I made a mental note to myself to write about… something today. It started with the letter W but I do not remember what it was. Not wisdom, weirdness, wallowing. Nor pussy willows, though I got a bouquet of them a few weeks ago and they sat on the end of the counter, mysterious and soft buds. Winter? I have had so much more than enough of winter that I cannot fathom wanting to write about it; winter is my unwelcome guest, longer than three days, longer even than three months, the foul smell lingering like it will never go. Yesterday the sun was shining and I thought perhaps it would be nice enough to start walking again next week and checked the weather forecast and it predicted 25 degrees which felt AMAZING, just to think about what 25 degrees would feel like, I mean I do not even REMEMBER 25 degrees in this country it was so long ago, but then I realized that it was 25 Fahrenheit. Ohrightwinter. As you were.

I do realize it was ridiculous to have thought it could go from the snowstormy 6 below to 25 in a week, but such is my longing for any other weather that I was misled. It was like when you're in a bar and you're sure someone is just looking at you all the time but then you realize that there's a clock above your head. Or when Jackie O is waving at you and you wave back and then realize she's just hailing a cab. Neither of these things have happened to me but I believed a weather forecast and it is just as awkward.

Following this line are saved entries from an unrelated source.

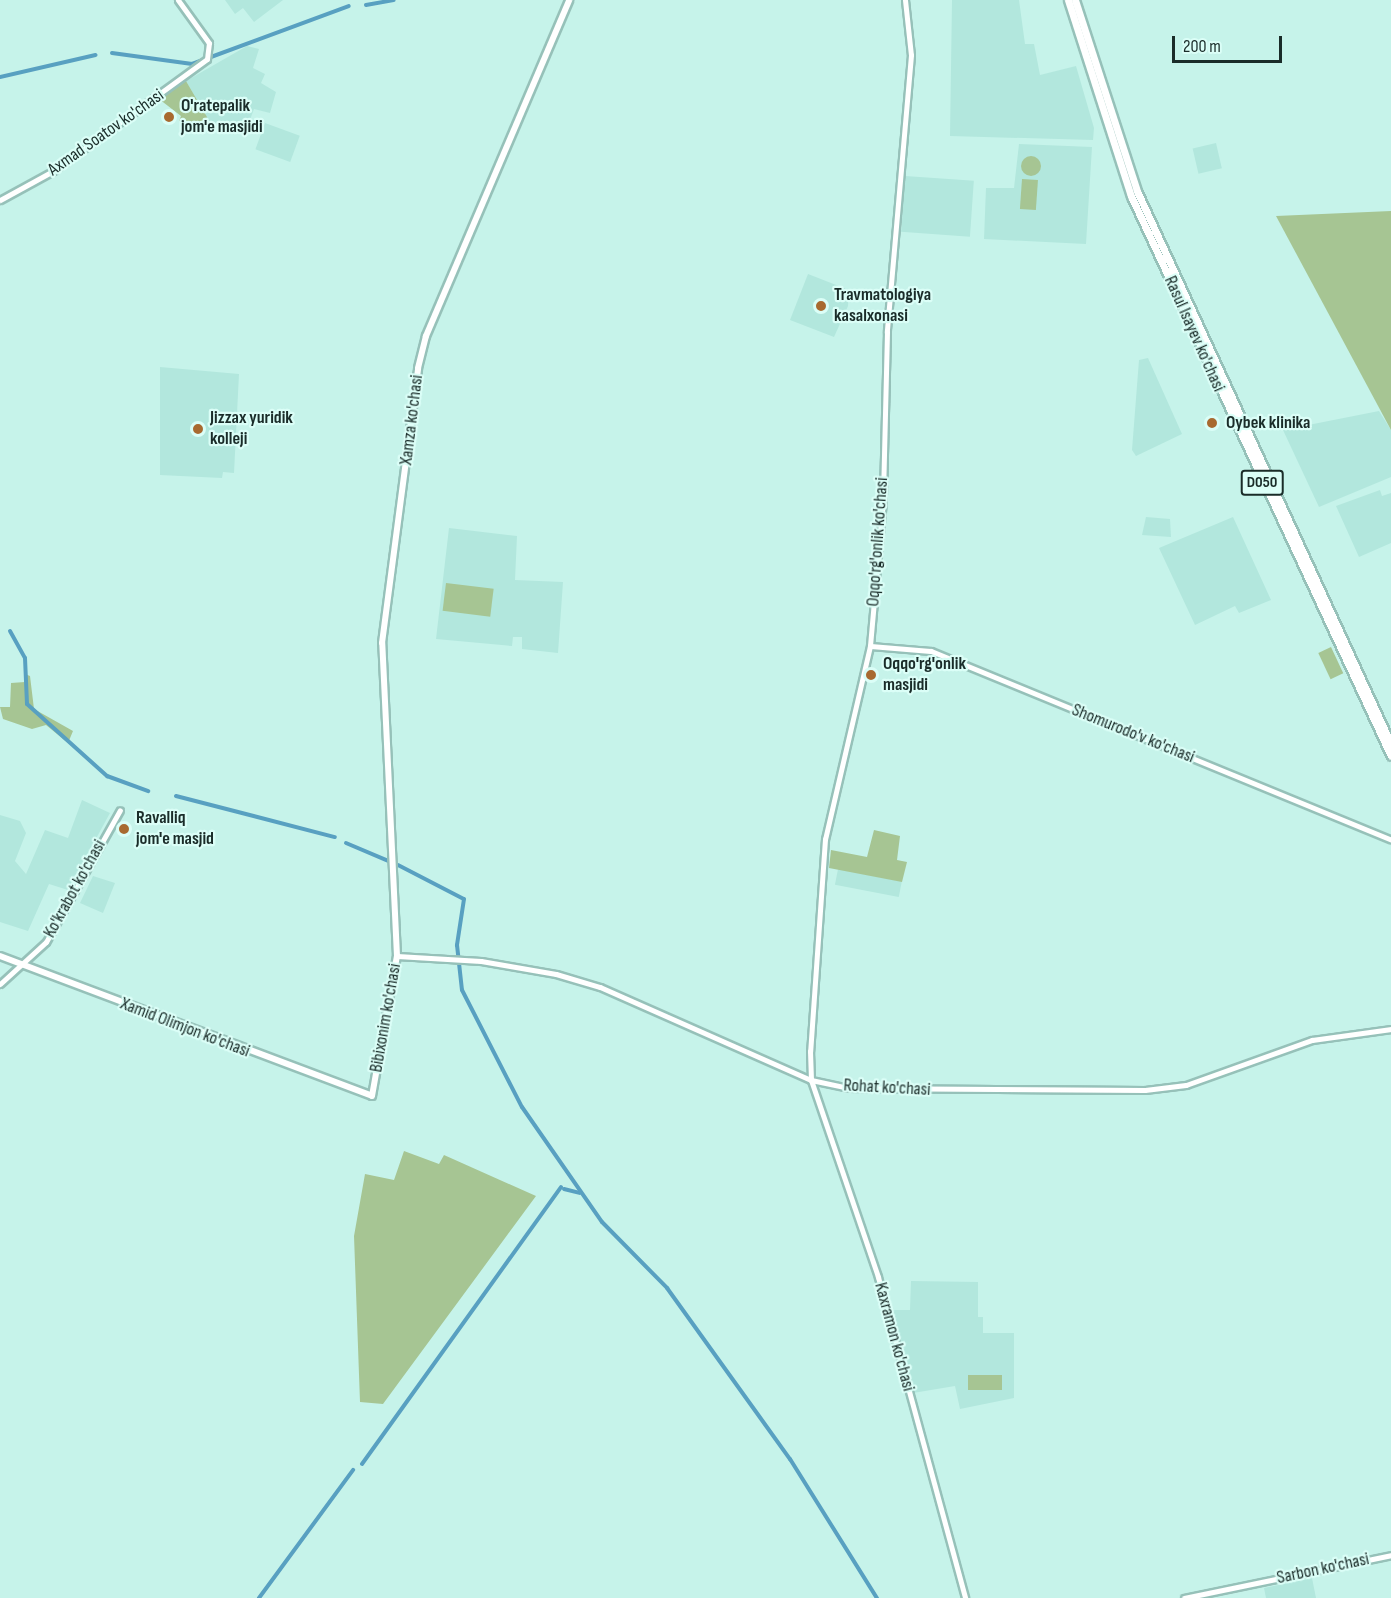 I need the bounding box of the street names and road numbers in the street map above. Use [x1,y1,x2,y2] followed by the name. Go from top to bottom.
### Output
[44,85,168,181] street label: Axmad Soatov ko'chasi
[1159,273,1229,395] street label: Rasul Isayev ko'chasi
[396,374,428,466] street label: Xamza ko'chasi
[1240,470,1284,496] road number: D050
[863,477,893,607] street label: Oqqo'rg'onlik ko'chasi
[1068,700,1198,768] street label: Shomurodo'v ko'chasi
[39,836,111,942] street label: Ko'krabot ko'chasi
[366,962,406,1074] street label: Bibixonim ko'chasi
[117,993,253,1063] street label: Xamid Olimjon ko'chasi
[843,1075,931,1101] street label: Rohat ko'chasi
[869,1280,919,1394] street label: Kaxramon ko'chasi
[1275,1549,1371,1589] street label: Sarbon ko'chasi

When it is finally spring I will complain because every mammal in town is publicly rutting and reminding me of how old I am etc. I know that.
 
This weekend I planned to work on a book I have fallen behind in editing, and I also had a real desire to take a break from the book because I am having trouble maintaining a consistent day-to-day editing level and it needs planning. My usual method to getting things done is to take a deep breath and DO THEM but this is rather a large thing to get through without pausing. So the closets got organized, I finally figured out how to do internet banking, cleaned the fridge, watched a lot of television, finished listening to one book and started another, and plowed through a New Yorker. AND worked out a schedule for getting the book edited, since otherwise it will be so far on the back burner that it will fall off the stove, and who knows when I'll be cleaning back there again. Clearly I need more books to edit. Hook me up, yo.